According to former President Obama’s final Economic Report of the President to Congress… up to 83 percent of jobs which pay under $20 per hour would be the first job dominoes to eventually fall to automation.
Even if these changes are rolled out over time, economic inequality may increase to the point that government needs to step in to prevent social unrest. One potential solution could be a Universal Basic Income, once championed by those on both sides of the political spectrum, and almost signed into law during the time of former President Nixon. The idea is that by providing citizens with enough income to survive irrespective of need, they can then focus on alternative pursuits, whether that’s in the form of volunteering in the communities, caring for family members or starting new businesses.
However, since that could also mean those receiving this free money simply sit home and do nothing, opponents suggest that a program such as the existing Earned Income Tax Credit is a better solution, since history has demonstrated that when people have a job – even one without a high wage—communities are generally safer and more stable. To leverage existing infrastructure, another option might be to expand the Supplemental Security Income (SSI) program, which was launched in the 1970s to replace several other programs and currently covers over 5.5 million persons. Waste, fraud and abuse could also be curtailed with a single, simplified process.
Whatever it is called, the idea of a floor-level income is currently being tested in several countries including Finland, Brazil and the Netherlands as well as in the City of Oakland, Calif. by Y Combinator, a start-up incubator that has a vested interest in preventing future social backlashes from the potentially job-taking technology companies it helps to found. When similar trials were previously conducted in Canada, India and Namibia, social markers including health, education and nutrition improved while poverty levels, crime and emergency hospital visits declined.

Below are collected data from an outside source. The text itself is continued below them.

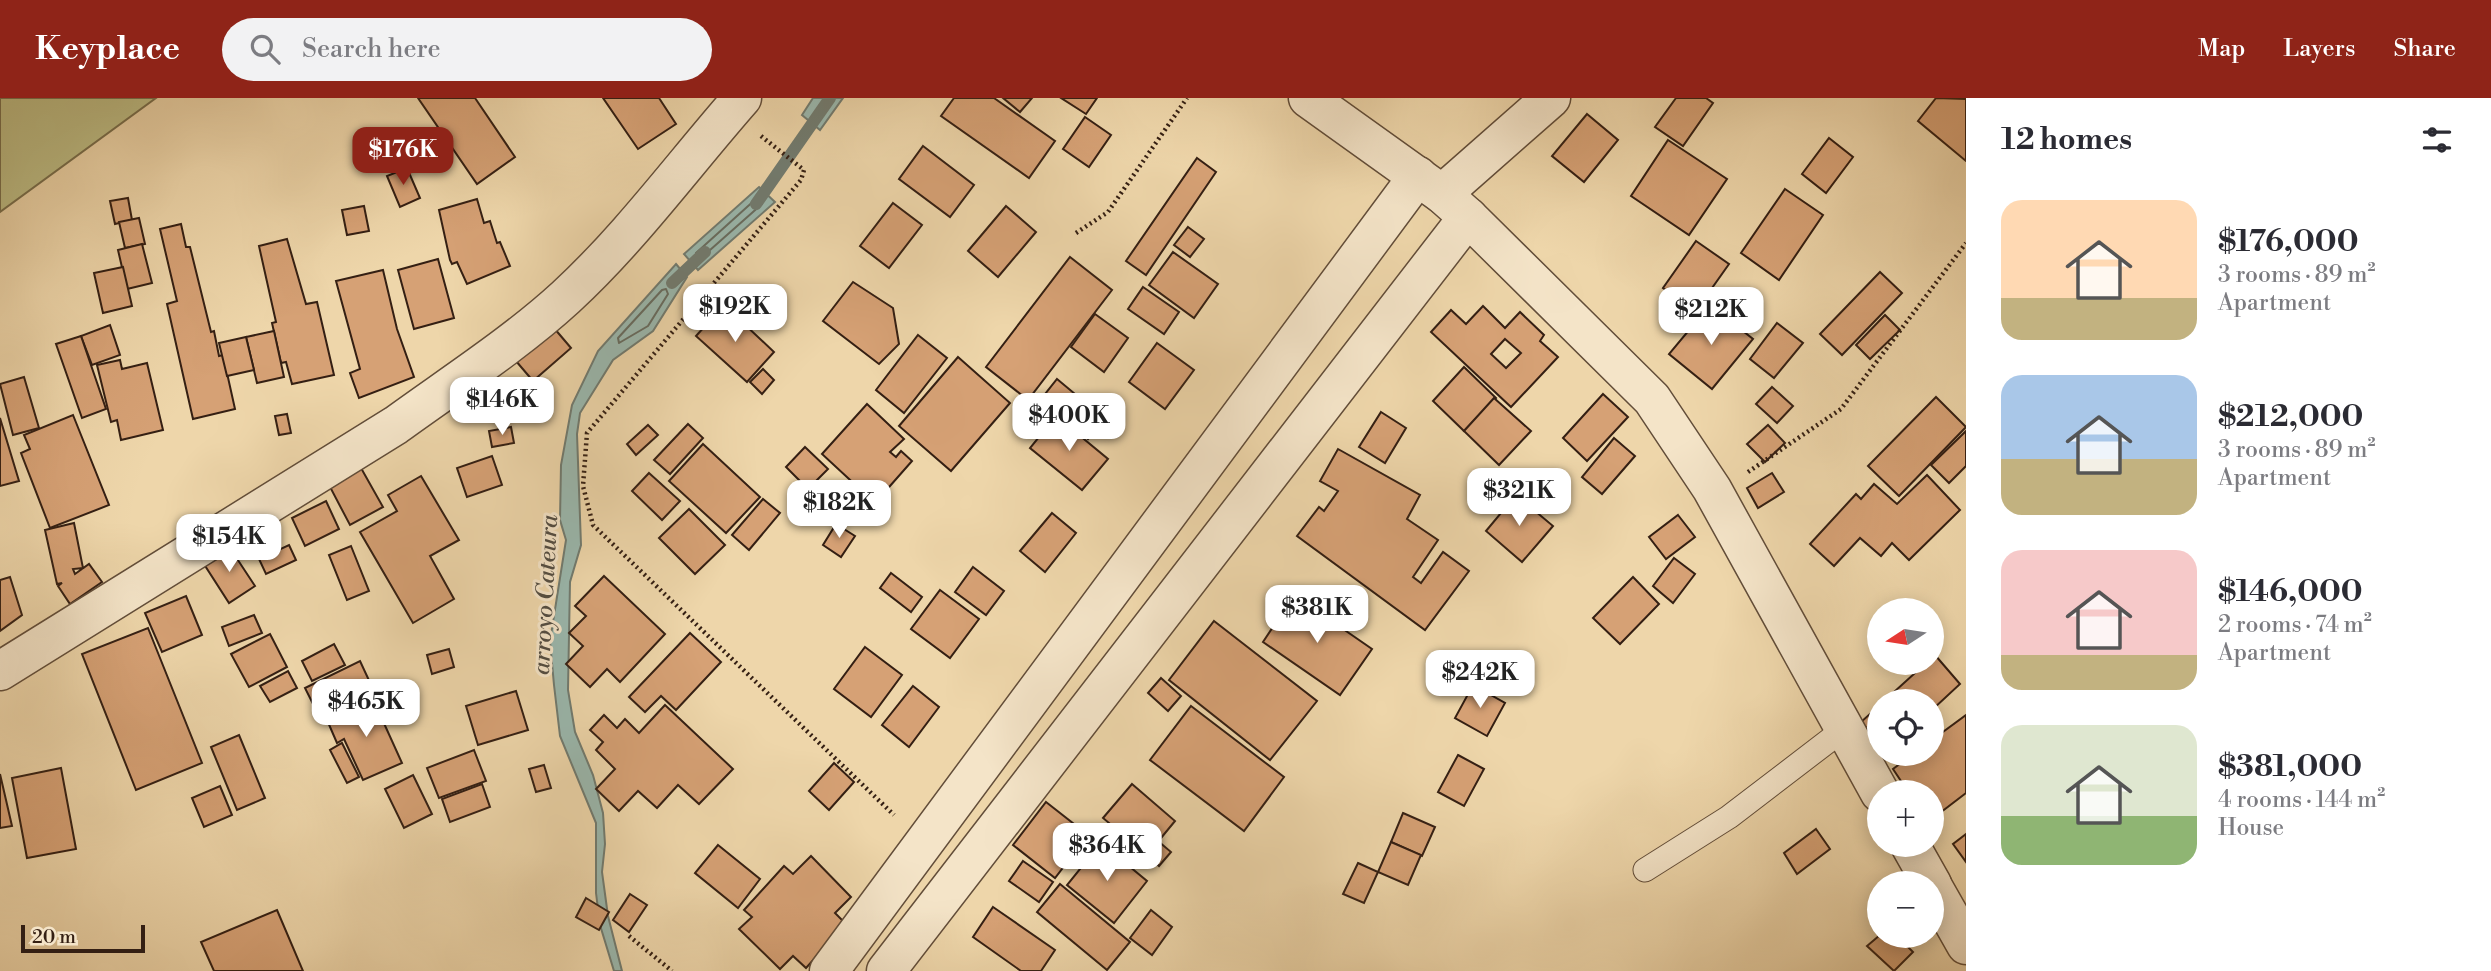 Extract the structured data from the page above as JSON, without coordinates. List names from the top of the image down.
{
  "water": ["arroyo Cateura"],
  "scale_bar": "20 m",
  "north": "left",
  "page": {
    "header": "Keyplace",
    "search": "Search here",
    "nav": ["Map", "Layers", "Share"],
    "heading": "12 homes",
    "price": [
      "$176K",
      "$192K",
      "$212K",
      "$146K",
      "$400K",
      "$321K",
      "$182K",
      "$154K",
      "$381K",
      "$242K",
      "$465K",
      "$364K"
    ],
    "list": [
      {
        "name": "$176,000",
        "note": "3 rooms · 89 m² · Apartment"
      },
      {
        "name": "$212,000",
        "note": "3 rooms · 89 m² · Apartment"
      },
      {
        "name": "$146,000",
        "note": "2 rooms · 74 m² · Apartment"
      },
      {
        "name": "$381,000",
        "note": "4 rooms · 144 m² · House"
      }
    ],
    "map_buttons": ["+", "−"],
    "scale": "20 m"
  }
}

So what impact could these technological changes and social programs have on housing? In the short- to medium-turn, focusing on those regions with the most technology-related jobs would be a great defensive move. According to leasing giant CBRE Group’s annual Scoring Tech Talent report for 2016, these areas include not just the usual suspects such as California’s Bay Area, Seattle, and Austin, but also Charlotte, Nashville, Baltimore, and Oklahoma City.
In the longer term, another defensive move would be planning for the potential day when families, or groups of individuals, aggregate their basic incomes in order to qualify for both rental and for-sale housing. In that case, because they will no longer be reliant on jobs in traditional city centers, their ability to live anywhere they choose could greatly expand the geographic reach of today’s homebuilding footprint.